Een onbekend ontwerp van Abraham van der Hart
Recently a sheet with a design for a government building in the former Dutch colony Demerary has been discovered. Up to the present, designs for buildings in the West-lndian colonies were not known among the works of Abraham van der Hart, town architect of Amsterdam (1747-1820).
Plantations were cultivated in the Dutch colonies Essequebo, Demerary and Berbice in present-day Guyana since the first half of the 17th century. More than once these colonies were at stake in international politics. In the years 1781-1782 and from 1796 to 1802 the Dutch lost sovereignty over the colonies in Guyana to England and from 1803 on these regions definitively fell into British hands.
In a last, short period, from 1802 to 1803, Dutch dominion was established anew and Abraham van der Hart was asked to design a new government building. The matter of the new governmental residence was not given high priority. For some years Van der Hart even remained deprived of any message. The sheet with coloured drawings he sent in has been signed and dated A. van der Hart 1802.

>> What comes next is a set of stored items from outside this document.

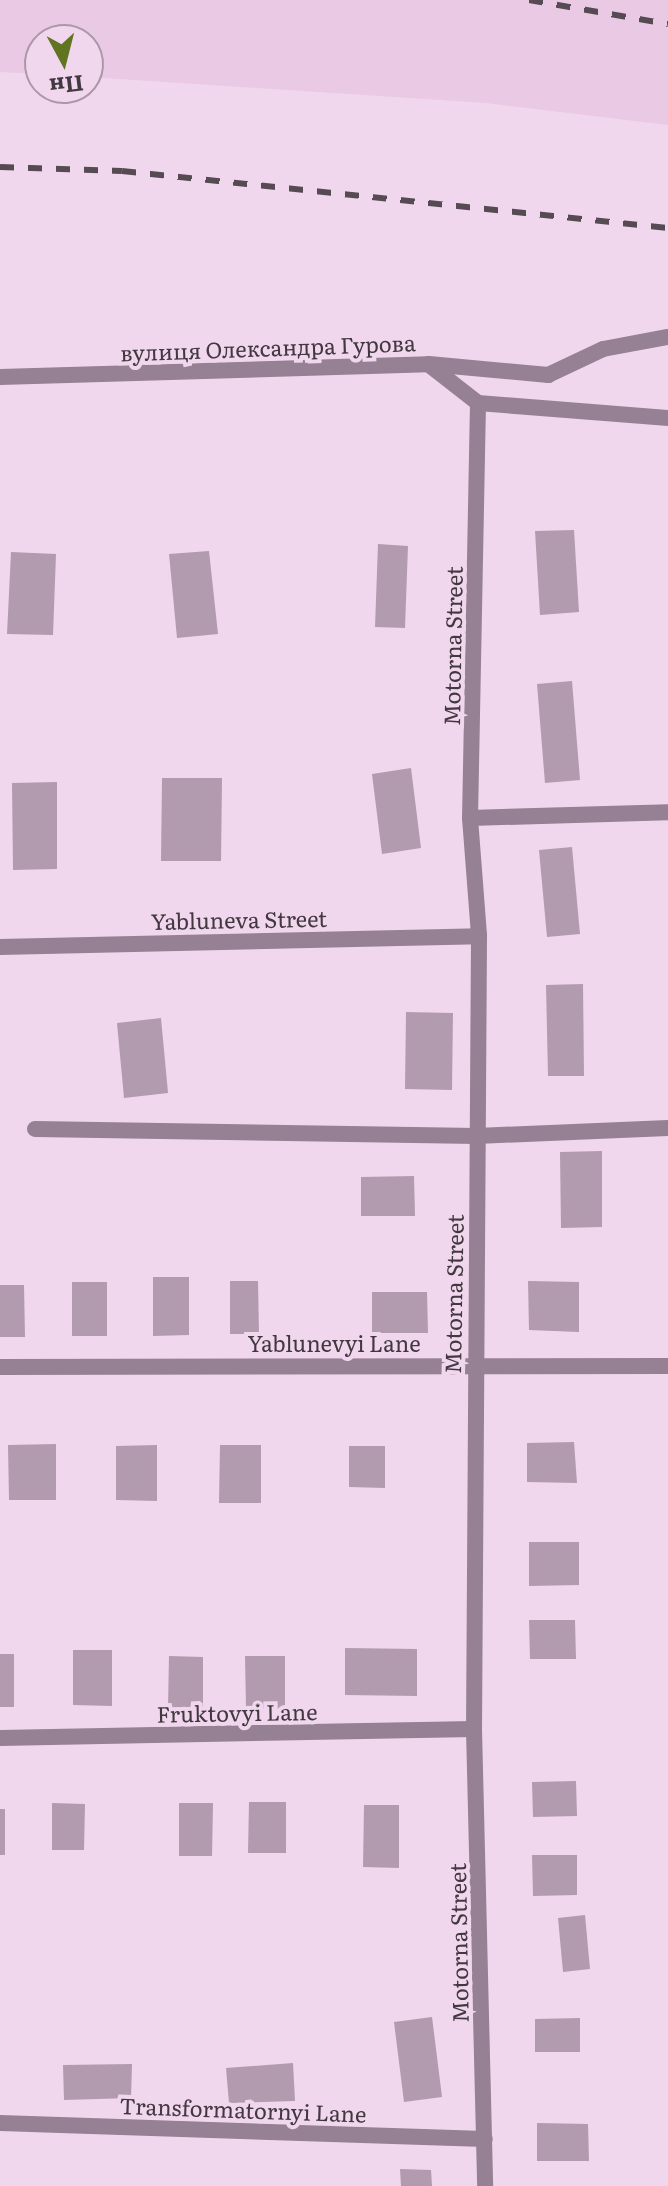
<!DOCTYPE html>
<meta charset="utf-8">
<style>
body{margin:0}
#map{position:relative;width:668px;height:2186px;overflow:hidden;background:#f1d7ed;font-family:Literata,serif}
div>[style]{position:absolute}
.built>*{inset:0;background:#e9c9e4}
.building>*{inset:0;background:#b29aaf}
.lane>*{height:16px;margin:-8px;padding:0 8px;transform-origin:8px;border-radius:8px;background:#968093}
.street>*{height:16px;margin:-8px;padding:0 8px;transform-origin:8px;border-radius:8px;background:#968093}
.rail>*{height:6px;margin-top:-3px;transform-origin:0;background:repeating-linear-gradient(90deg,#564a53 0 14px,transparent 0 28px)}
span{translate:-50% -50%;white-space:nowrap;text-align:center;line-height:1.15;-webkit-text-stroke:8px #f1d7ed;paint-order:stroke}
.street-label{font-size:22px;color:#423840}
.north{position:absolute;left:24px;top:24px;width:80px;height:80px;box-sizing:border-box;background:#f1d7ed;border:2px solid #ab97a8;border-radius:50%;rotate:173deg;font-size:22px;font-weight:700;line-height:32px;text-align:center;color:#423840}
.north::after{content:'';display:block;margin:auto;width:28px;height:36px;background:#617422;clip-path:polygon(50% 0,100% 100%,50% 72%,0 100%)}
</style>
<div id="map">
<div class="built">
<div style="clip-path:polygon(0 0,668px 0,668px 125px,486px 103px,88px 77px,88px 40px,40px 40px,40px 74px,0 72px)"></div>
</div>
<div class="building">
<div style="clip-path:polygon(574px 530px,579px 612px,540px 615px,535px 531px)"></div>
<div style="clip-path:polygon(378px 544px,408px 546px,405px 628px,375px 627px)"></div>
<div style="clip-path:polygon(209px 551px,218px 634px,177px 638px,169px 554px)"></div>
<div style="clip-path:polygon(11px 552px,56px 554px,53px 635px,7px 634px)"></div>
<div style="clip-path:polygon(572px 681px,580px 780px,545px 783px,537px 684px)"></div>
<div style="clip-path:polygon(411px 768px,421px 848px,382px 854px,372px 774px)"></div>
<div style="clip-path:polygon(162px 778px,222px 778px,221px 861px,161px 861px)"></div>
<div style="clip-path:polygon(57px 782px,57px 869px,13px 870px,12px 783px)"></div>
<div style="clip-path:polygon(572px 847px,580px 934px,547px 937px,539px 850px)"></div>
<div style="clip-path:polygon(583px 984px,584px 1076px,548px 1076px,546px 985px)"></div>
<div style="clip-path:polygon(406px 1012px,453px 1013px,452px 1090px,405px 1089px)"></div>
<div style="clip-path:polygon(161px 1018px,168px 1093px,124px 1098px,117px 1023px)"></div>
<div style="clip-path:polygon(602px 1151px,602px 1227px,561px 1228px,560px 1152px)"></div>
<div style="clip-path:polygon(414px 1176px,415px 1216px,361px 1216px,361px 1177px)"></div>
<div style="clip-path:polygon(153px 1277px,189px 1277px,189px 1335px,153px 1336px)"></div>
<div style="clip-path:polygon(230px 1281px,258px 1281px,259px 1334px,230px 1334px)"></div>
<div style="clip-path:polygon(528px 1281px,579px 1282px,579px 1332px,529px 1330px)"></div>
<div style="clip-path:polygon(72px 1282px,107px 1282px,107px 1336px,72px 1336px)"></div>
<div style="clip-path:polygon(0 1285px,24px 1285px,25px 1337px,0 1337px)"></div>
<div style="clip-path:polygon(372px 1292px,427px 1292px,428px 1333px,372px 1333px)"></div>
<div style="clip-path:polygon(574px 1442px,577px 1483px,527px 1482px,527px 1443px)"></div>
<div style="clip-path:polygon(56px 1444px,56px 1500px,9px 1500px,8px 1445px)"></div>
<div style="clip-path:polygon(157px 1445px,157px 1501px,116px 1500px,116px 1446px)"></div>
<div style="clip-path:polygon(220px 1445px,261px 1445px,261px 1503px,219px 1503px)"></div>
<div style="clip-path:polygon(349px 1446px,385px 1446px,385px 1488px,349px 1487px)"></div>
<div style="clip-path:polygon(529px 1542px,579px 1542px,579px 1585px,529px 1586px)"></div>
<div style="clip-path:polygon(529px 1620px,575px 1620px,576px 1659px,530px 1659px)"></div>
<div style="clip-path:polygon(345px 1648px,417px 1649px,417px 1696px,345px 1695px)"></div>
<div style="clip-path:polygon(73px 1650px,112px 1650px,112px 1706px,73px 1705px)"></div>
<div style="clip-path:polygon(0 1654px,14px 1654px,14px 1707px,0 1707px)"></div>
<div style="clip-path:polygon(169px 1656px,203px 1657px,203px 1708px,168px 1708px)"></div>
<div style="clip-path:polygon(245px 1656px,285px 1656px,285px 1709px,246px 1708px)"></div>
<div style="clip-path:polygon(576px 1781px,577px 1816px,533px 1817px,532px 1782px)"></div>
<div style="clip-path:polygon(249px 1802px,286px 1802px,286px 1853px,248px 1853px)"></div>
<div style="clip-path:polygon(52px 1803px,85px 1804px,84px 1850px,52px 1850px)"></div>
<div style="clip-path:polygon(179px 1803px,213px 1803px,212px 1856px,179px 1856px)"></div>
<div style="clip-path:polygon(364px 1805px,399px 1805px,399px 1868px,363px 1867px)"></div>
<div style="clip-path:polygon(0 1809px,5px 1809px,5px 1855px,0 1855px)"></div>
<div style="clip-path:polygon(532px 1855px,577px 1855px,577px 1895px,533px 1896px)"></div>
<div style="clip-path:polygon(585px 1915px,590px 1969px,563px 1972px,558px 1918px)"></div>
<div style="clip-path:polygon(432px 2017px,442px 2097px,404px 2102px,394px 2022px)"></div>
<div style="clip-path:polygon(580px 2018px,580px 2052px,535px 2052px,535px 2019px)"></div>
<div style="clip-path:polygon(293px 2063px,295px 2101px,229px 2103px,226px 2068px)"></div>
<div style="clip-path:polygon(132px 2064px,131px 2098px,64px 2100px,63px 2065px)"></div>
<div style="clip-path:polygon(537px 2123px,588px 2124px,589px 2161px,537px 2161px)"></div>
<div style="clip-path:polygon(400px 2169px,431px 2170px,432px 2186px,401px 2186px)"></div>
</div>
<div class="lane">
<div style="left:470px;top:818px;width:198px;rotate:-1.7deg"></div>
<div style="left:35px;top:1129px;width:442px;rotate:0.9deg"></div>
<div style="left:477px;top:1136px;width:191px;rotate:-2.4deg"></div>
</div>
<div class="street">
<div style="left:429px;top:364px;width:120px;rotate:5.3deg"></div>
<div style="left:548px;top:375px;width:61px;rotate:-25.3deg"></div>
<div style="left:603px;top:349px;width:66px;rotate:-10.5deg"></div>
<div style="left:0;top:377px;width:428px;rotate:-1.7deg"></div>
<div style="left:428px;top:364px;width:63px;rotate:38deg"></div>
<div style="left:478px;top:403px;width:191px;rotate:4.5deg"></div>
<div style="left:478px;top:403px;width:415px;rotate:91.1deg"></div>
<div style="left:470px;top:818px;width:118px;rotate:85.6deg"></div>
<div style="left:479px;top:936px;width:793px;rotate:90.36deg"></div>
<div style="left:474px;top:1729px;width:457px;rotate:88.6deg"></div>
<div style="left:0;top:947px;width:479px;rotate:-1.3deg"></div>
<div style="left:0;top:1367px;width:668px;rotate:-0.09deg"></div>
<div style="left:0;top:1738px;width:474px;rotate:-1.1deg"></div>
<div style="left:0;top:2123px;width:485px;rotate:1.9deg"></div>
</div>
<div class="rail">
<div style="left:529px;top:0;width:141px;rotate:9.8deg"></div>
<div style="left:0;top:167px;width:122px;rotate:1.9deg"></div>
<div style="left:122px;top:171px;width:549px;rotate:5.96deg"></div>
</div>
<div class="street-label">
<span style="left:268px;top:347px;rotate:-2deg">вулиця Олександра Гурова</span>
<span style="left:452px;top:646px;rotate:-89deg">Motorna Street</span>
<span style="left:239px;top:919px;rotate:-1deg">Yabluneva Street</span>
<span style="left:453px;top:1294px;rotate:-89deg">Motorna Street</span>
<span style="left:334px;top:1343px">Yablunevyi Lane</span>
<span style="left:237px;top:1712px;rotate:-1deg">Fruktovyi Lane</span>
<span style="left:458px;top:1943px;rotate:-91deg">Motorna Street</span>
<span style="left:243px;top:2109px;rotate:2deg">Transformatornyi Lane</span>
</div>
<div class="north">Пн</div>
</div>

The design shows a stately but simple facade of five bays with a strong emphasis on the middle and a horizontal partition into three zones. The side facades are divided by the same horizontal partition and the same simple windows. Not restricted by the parcel's width or depth Van der Hart could apply simple measures. Unit at the whole design continuously is four feet, which unit can be found in the height of the building as well.
The design as a whole perfectly fits into the works of Van der Hart. The simplicity and stateliness which occur at many of his other designs here are most characteristic. The sort of building, seat of authority, is unique among the works of Van der Hart. Unfortunately the minutes of the meetings of the Council of the American possessions, which deliberated on the design, do not contain remarks on the suitability of the design for this type of building.
The simplicity of the facade of the government building certainly will have been consciously striven after by Van der Hart as best expression of the dignity of authority. About 1780 he already executed some variations on the theme. The design for the governmental residence reminds of the mansion Houdringe at De Bilt (1779). This design probably was inspired by examples from the well-known manual Recueil élémentaire d'architecture by Jean-François de Neufforge.
Designing the governmental residence Van der Hart did not take climatological factors (heat, humidity) into consideration. Therefore the design for the governmental residence in the West-lndian colony perhaps would have been even better conceivable in the Netherlands.
A variant on the original design was drawn in 1804 by Van der Hart's assistant Barthold Willem Hendrik Ziesenis (1762-1820). The residence never has been built. In September 1803 Demerary/Essequebo definitively fell into British hands and the motive to raise the building disappeared completely.